The NCHSAA is seeking feedback from member schools regarding the realignment procedure and the future of conferences.

The NCHSAA is seeking feedback from member schools regarding the realignment procedure and the future of conferences.

The N.C. High School Athletic Association will undergo significant revisions to its realignment process in the coming two years. The association is seeking feedback from member schools regarding the future changes.

The previous year, the members made the decision to change the bylaws, mandating that the NCHSAA have four divisions. According to the updated bylaws, the divisions cannot exceed 64 schools. In December, the NCHSAA Board of Directors chose to increase the number of divisions to eight, starting in the 2025-2026 academic year.

On Monday, the NCHSAA sent out surveys to all schools that are members, requesting their opinions on possible realignment strategies that use eight categories. The NCHSAA Bylaw Task Force Committee has been examining different models as the organization plans to progress with eight classifications.
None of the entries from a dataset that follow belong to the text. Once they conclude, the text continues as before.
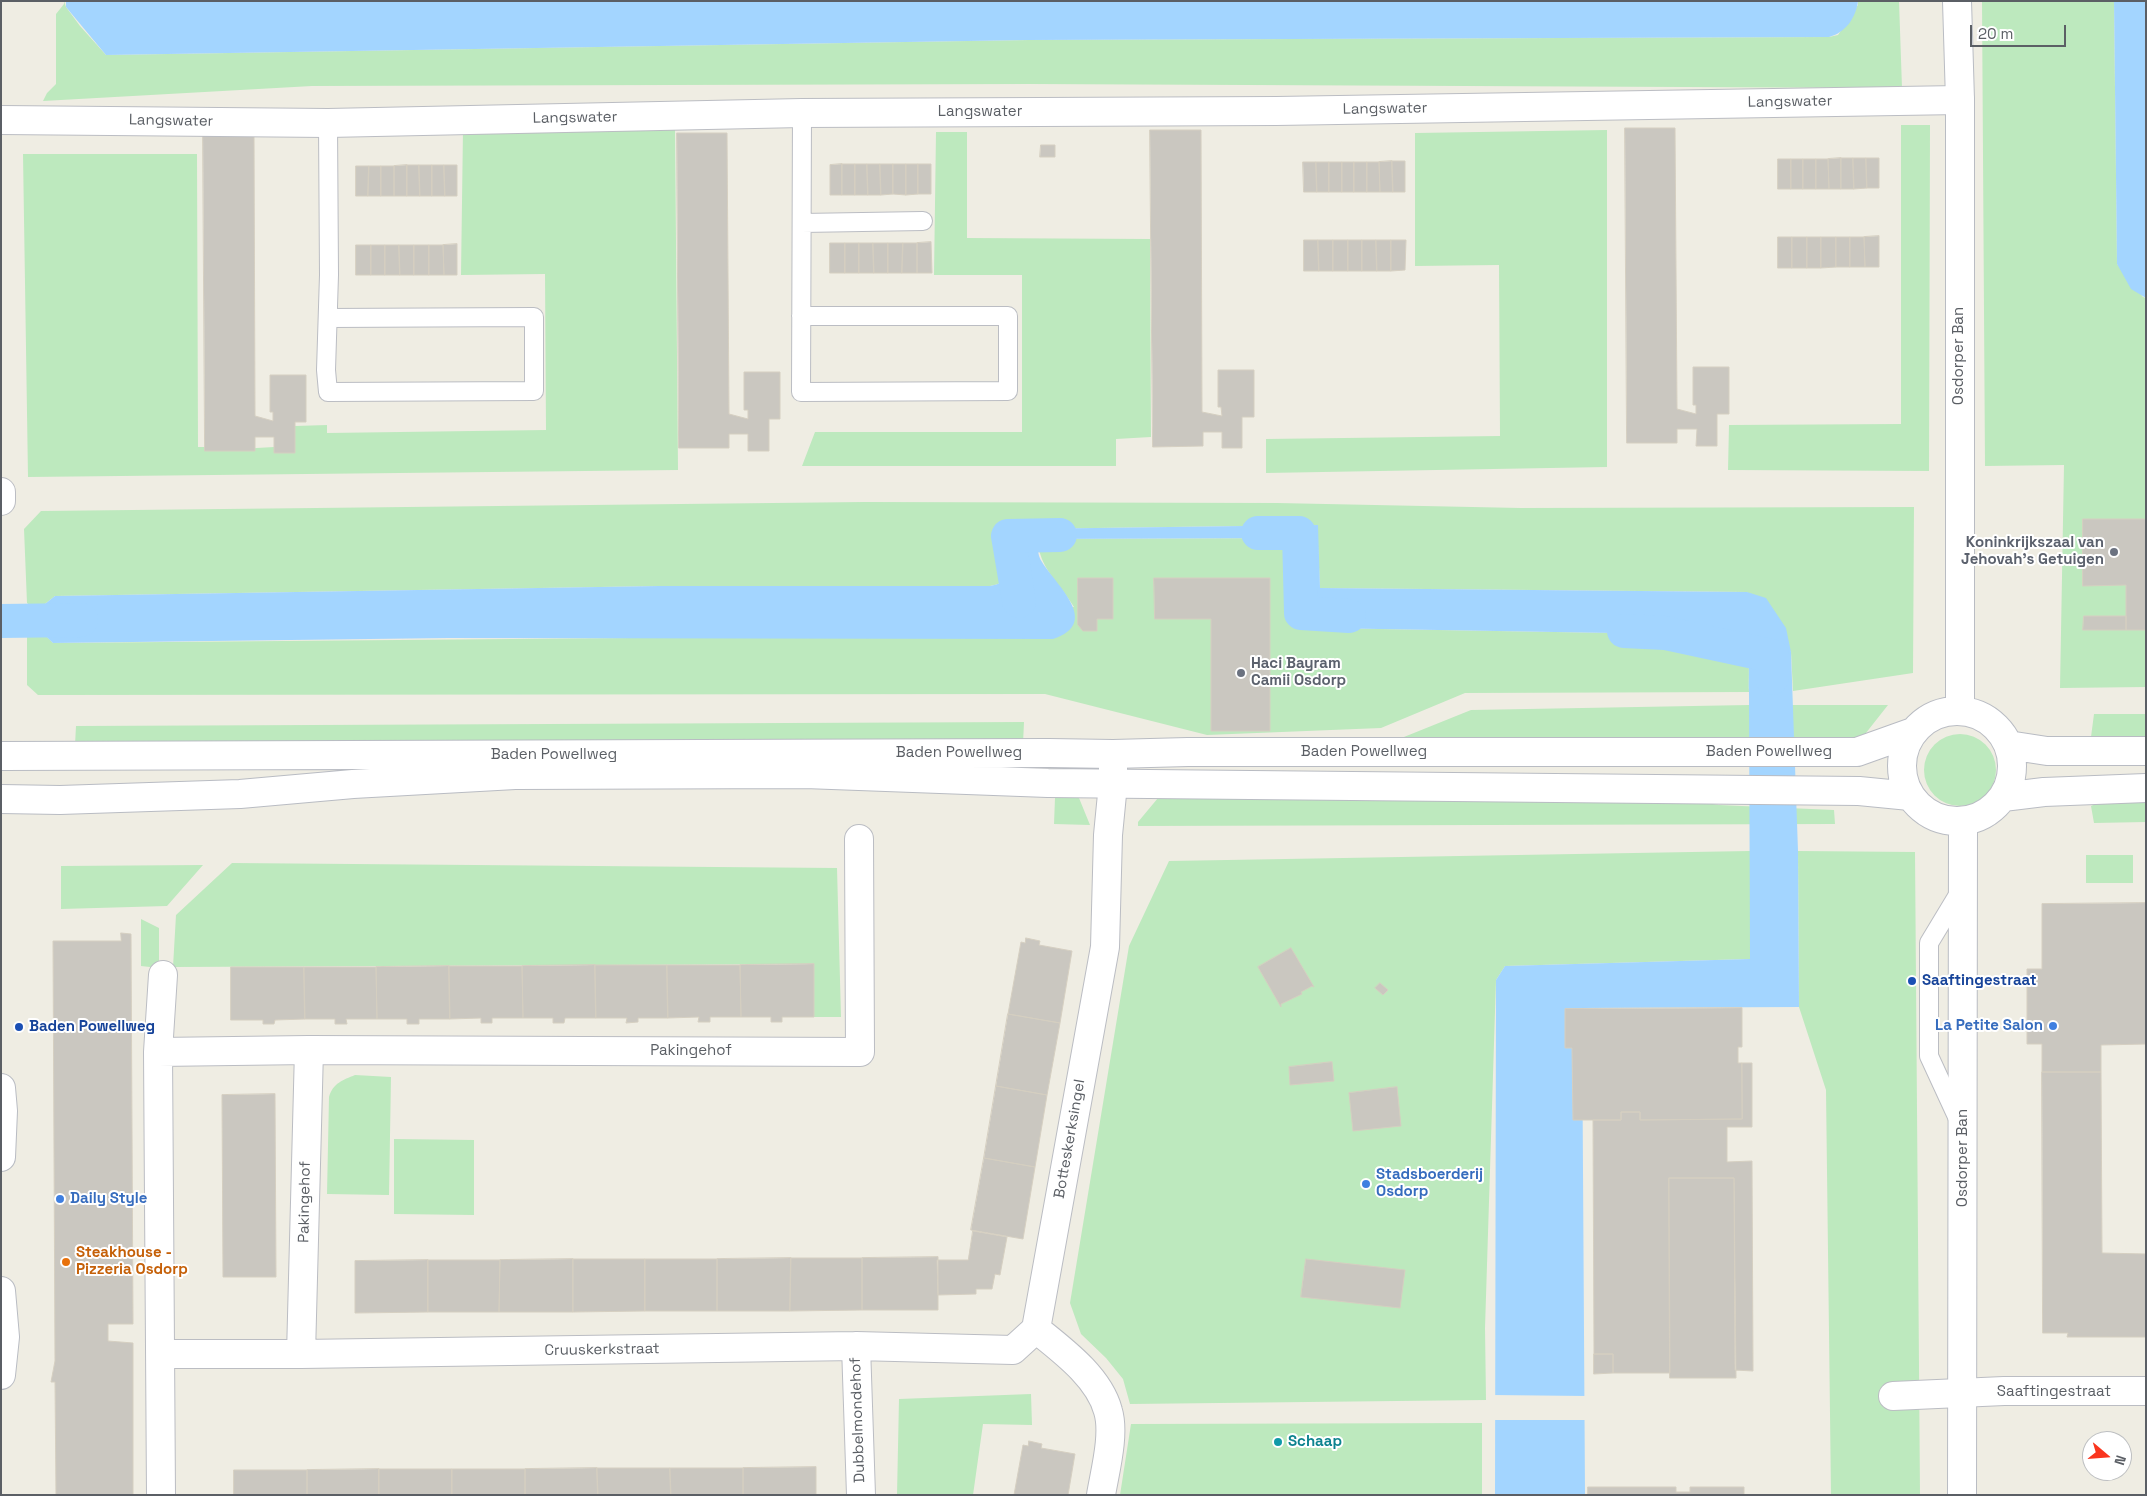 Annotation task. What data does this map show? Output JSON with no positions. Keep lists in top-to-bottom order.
{
  "streets": {
    "street": [
      "Langswater",
      "Osdorper Ban",
      "Baden Powellweg",
      "Pakingehof",
      "Botteskerksingel",
      "Cruuskerkstraat",
      "Saaftingestraat",
      "Dubbelmondehof"
    ]
  },
  "crossings": [
    ["Langswater", "Osdorper Ban"],
    ["Osdorper Ban", "Baden Powellweg"],
    ["Osdorper Ban", "Saaftingestraat"],
    ["Baden Powellweg", "Botteskerksingel"],
    ["Pakingehof", "Cruuskerkstraat"],
    ["Botteskerksingel", "Cruuskerkstraat"],
    ["Cruuskerkstraat", "Dubbelmondehof"]
  ],
  "places": [
    "Koninkrijkszaal van Jehovah's Getuigen",
    "Haci Bayram Camii Osdorp",
    "Saaftingestraat",
    "La Petite Salon",
    "Baden Powellweg",
    "Stadsboerderij Osdorp",
    "Daily Style",
    "Steakhouse - Pizzeria Osdorp",
    "Schaap"
  ],
  "scale_bar": "20 m",
  "north": "right"
} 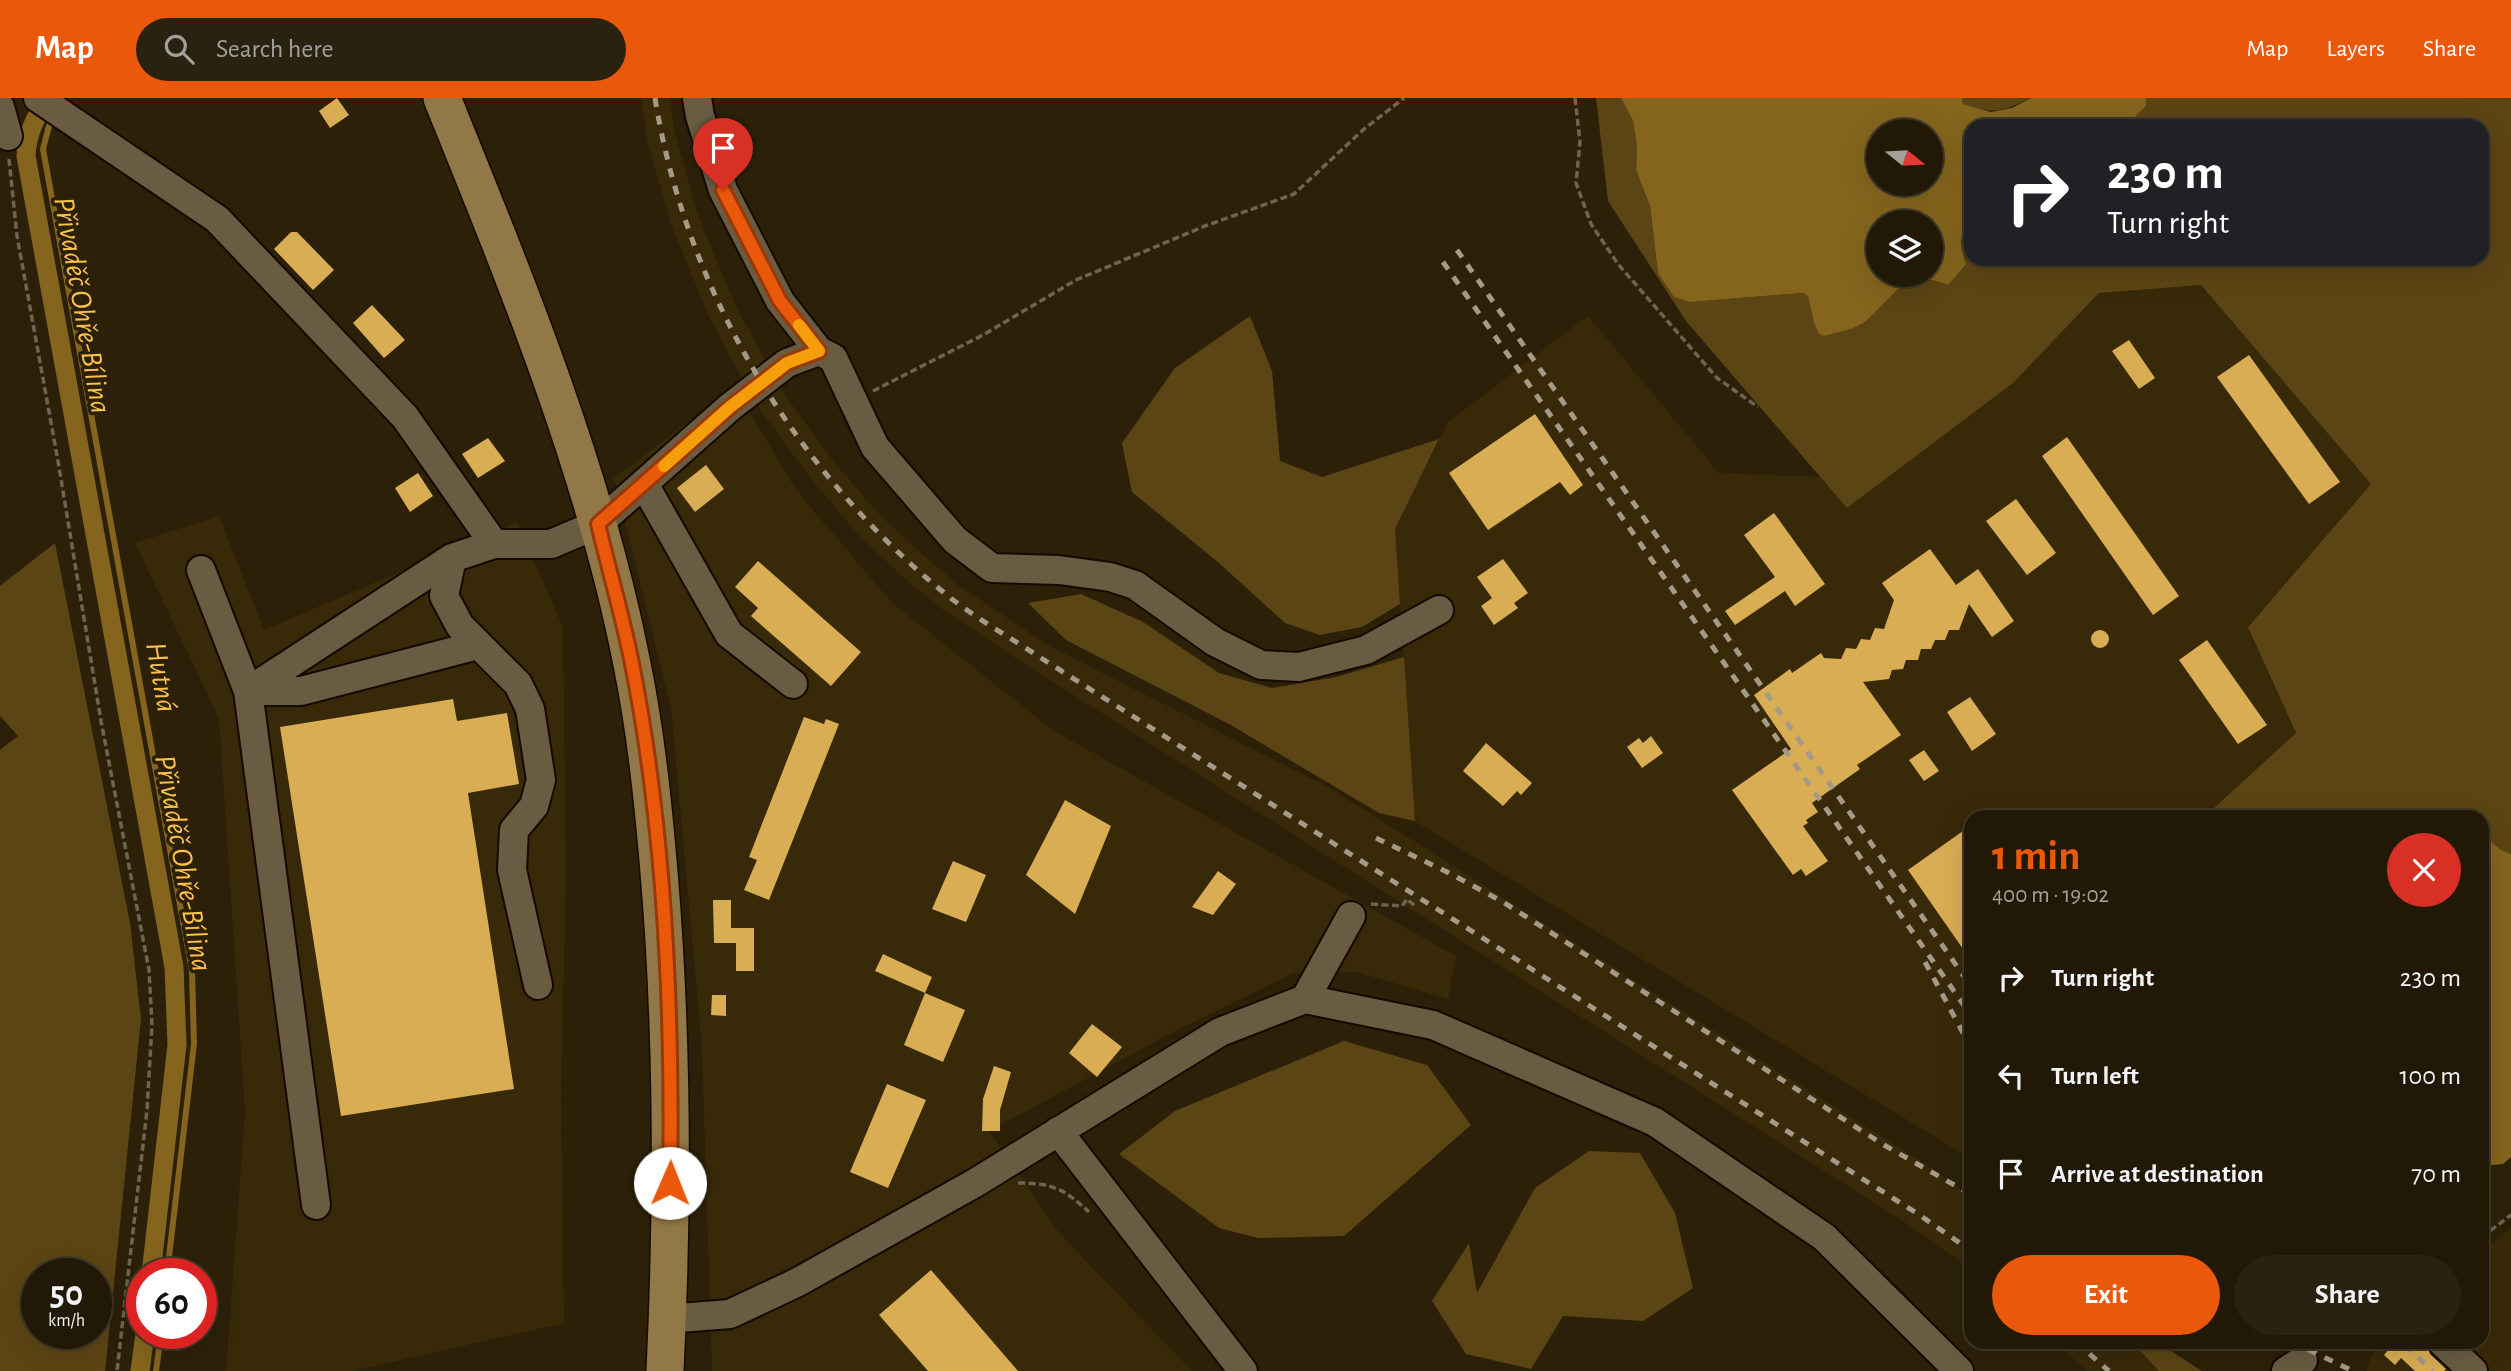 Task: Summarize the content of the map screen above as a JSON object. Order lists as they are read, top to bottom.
{
  "water": ["Přivaděč Ohře-Bílina", "Hutná"],
  "north": "right",
  "page": {
    "header": "Map",
    "search": "Search here",
    "nav": ["Map", "Layers", "Share"],
    "turn": ["230 m", "Turn right"],
    "heading": ["1 min", "400 m · 19:02"],
    "list": [
      {
        "name": "Turn right",
        "value": "230 m"
      },
      {
        "name": "Turn left",
        "value": "100 m"
      },
      {
        "name": "Arrive at destination",
        "value": "70 m"
      }
    ],
    "buttons": ["Exit", "Share"],
    "speed": "50 km/h",
    "limit": "60"
  }
}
Three options were presented for member schools to consider. The first option consisted of eight classes, each with either 54 or 55 schools. In the second option, 8A had the largest 32 schools while the other seven classes were divided equally. The third option placed the 32 smallest schools in 1A and evenly divided the remaining classes.

Besides the eight classification models, the NCHSAA inquired about schools’ preferred method for determining conferences in the upcoming realignment.

There were two choices for schools when it came to preferences: either attending conferences with schools of similar size and classification, which may require more travel during the regular season, or attending conferences with multiple classifications that are closer in distance.

The NCHSAA mentioned that the range of school sizes within each classification will be narrower, with a maximum of 64 schools in each class, instead of the current four classifications.

In addition, schools were inquired about their preference for realigning every two years instead of every four years.

In January of 2020, schools were given the opportunity to vote on a proposed amendment to the bylaws that would have altered the frequency of the realignment procedure. However, this amendment did not pass. The suggested change was to realign every two years, instead of every four years, which could potentially avoid schools with significant shifts in enrollment numbers from being confined to a specific classification.

The NCHSAA states that schools must complete the electronic survey by 4 p.m. on Feb. 13.